AI-Driven Monitoring – Continuous risk assessment and anomaly detection optimize security without compromising transaction efficiency. Modular Design – Separates vault operations from strategy management and business logic, which are handled via peripheral contracts or coprocessor networks. Unlimited Extensibility – Supports custom validators through the IValidator interface, enabling additional security logic. Granular Control – Allows security rules to be enforced at both function and parameter levels for precise governance. Fail-Safe Defaults – Transactions revert if no active rule exists, enforcing whitelist-based security at all times.

Implementation & Governance:

Guard.sol – Manages validation logic and rule enforcement for all MAX LRT transactions. BaseVault.sol – Implements the processor functionality, enabling controlled rule modifications (additions, edits, removals) within governance-approved constraints. AI-Driven Threat Detection – Real-time monitoring of smart contract interactions to identify and mitigate security risks before they escalate. Timelock Governance – Ensures that all rule modifications are subject to a timelock delay, reinforcing security and transparency in the governance process.

This security framework provides a flexible yet robust structure, ensuring MAX LRT transactions remain safe, controlled, and adaptable to evolving governance and market conditions.

For a detailed breakdown of the MAX LRT smart contract architecture, refer to ynBNBx.

1.2.4 LRT Overview

Native LRTs and LRTs represent restaking/DeFi strategies that form part of MAX LRTs, or that can be independent products with exposure limited to restaking. LRTs are classified into two types:

1. Native Liquid Restaked Tokens (nLRTs): Represent restaking of the native L1 network token (e.g., ynETH, where native ETH is restaked through ETH L1 validators and subsequently via EigenLayer).

2. Non-Native Liquid Restaked Tokens (LRTs): Represent any token on the native L1 network that can be restaked (e.g., ynLSDe, which restakes Liquid Staking Derivatives (LSDs)).
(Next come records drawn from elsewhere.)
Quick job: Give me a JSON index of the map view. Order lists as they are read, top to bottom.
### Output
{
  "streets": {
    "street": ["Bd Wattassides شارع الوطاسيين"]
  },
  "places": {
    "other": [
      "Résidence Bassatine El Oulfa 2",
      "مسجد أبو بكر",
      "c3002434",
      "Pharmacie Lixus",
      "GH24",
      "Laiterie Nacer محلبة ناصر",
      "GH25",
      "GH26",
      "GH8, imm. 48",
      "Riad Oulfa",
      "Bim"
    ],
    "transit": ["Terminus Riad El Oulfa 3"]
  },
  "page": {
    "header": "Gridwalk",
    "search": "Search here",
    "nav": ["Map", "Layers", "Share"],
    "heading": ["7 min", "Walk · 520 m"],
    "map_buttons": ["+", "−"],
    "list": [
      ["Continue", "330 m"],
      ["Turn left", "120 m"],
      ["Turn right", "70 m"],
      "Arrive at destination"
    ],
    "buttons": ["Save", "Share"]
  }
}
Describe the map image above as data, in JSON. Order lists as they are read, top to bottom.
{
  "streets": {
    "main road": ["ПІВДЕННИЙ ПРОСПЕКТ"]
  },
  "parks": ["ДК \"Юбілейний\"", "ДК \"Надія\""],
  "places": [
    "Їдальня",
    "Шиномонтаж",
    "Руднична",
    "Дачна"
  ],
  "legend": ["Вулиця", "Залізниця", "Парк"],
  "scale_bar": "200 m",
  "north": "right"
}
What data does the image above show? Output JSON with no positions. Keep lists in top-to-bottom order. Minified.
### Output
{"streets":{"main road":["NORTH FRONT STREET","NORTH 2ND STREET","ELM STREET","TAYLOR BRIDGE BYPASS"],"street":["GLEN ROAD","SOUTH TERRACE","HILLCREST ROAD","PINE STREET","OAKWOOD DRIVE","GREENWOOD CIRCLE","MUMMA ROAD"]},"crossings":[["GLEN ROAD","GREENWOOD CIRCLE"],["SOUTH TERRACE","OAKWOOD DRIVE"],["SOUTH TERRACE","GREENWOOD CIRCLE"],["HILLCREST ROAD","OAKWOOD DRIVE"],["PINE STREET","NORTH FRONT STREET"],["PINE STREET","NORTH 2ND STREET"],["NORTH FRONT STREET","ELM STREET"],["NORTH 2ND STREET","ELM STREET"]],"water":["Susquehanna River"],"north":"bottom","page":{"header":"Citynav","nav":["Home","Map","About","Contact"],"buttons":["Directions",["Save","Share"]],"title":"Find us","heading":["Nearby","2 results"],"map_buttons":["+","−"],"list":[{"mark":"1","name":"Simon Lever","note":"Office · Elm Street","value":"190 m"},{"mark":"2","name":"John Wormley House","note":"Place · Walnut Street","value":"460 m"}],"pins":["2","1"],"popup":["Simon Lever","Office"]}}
Both nLRTs and LRTs are delegated to provide security for various RAs across restaking platforms while enabling trading opportunities within the DeFi ecosystem. As shown in the ynETHx diagram above, an example of nLRTs and LRTs can be seen in ynETH and ynLSDe, respectively, which both play a crucial role in forming the restaking strategies for ynETHx.

1.2.5 LRT Components

Using ynETH to provide context, the main LRT components will be presented below to provide context into the workings of MAX LRTs and the underlying LRT strategies that function for restaking.

TokenStakingNodesManager
This contract manages the creation, initialization, and upgrade of StakingNode instances, registration of new validators, and rewards. Staking nodes within the YieldNest protocol manage the delegation of staking operations to various operators.

The StakingNodesManager uses an Upgradeable Beacon pattern to manage staking nodes. This allows staking node logic upgrades without disrupting existing nodes.

For Native LRTs, the manager uses staking-as-a-service providers to delegate ETH to beacon chain validators and makes deposits available for restaking on EigenLayer by directing withdrawal credentials to EigenPod instances owned by a YieldNest StakingNode.

• TokenStakingNode A StakingNode represents an individual staking entity that mirrors an EigenPod. It manages assets from ynEigen for LRTs and staked ETH for ynETH, delegation and reverse delegation of restaking power, and interactions with yield-generating strategies.

• EigenStrategyManager This contract manages EigenLayer strategies, users with STRATEGY_ADMIN_ROLE can register strategies.

• RewardsDistributor The distributor manages YieldNest staking rewards, protocol fees, and routing net rewards to liquidity pools. Validators send Execution rewards to the ExecutionLayerReceiver and the StakingNodesManager sends Consensus rewards to the ConsensusLayerReceiver.

• WithdrawalQueueManger Allows users to request withdrawals via requestWithdrawal() and claim them with claimWithdrawal.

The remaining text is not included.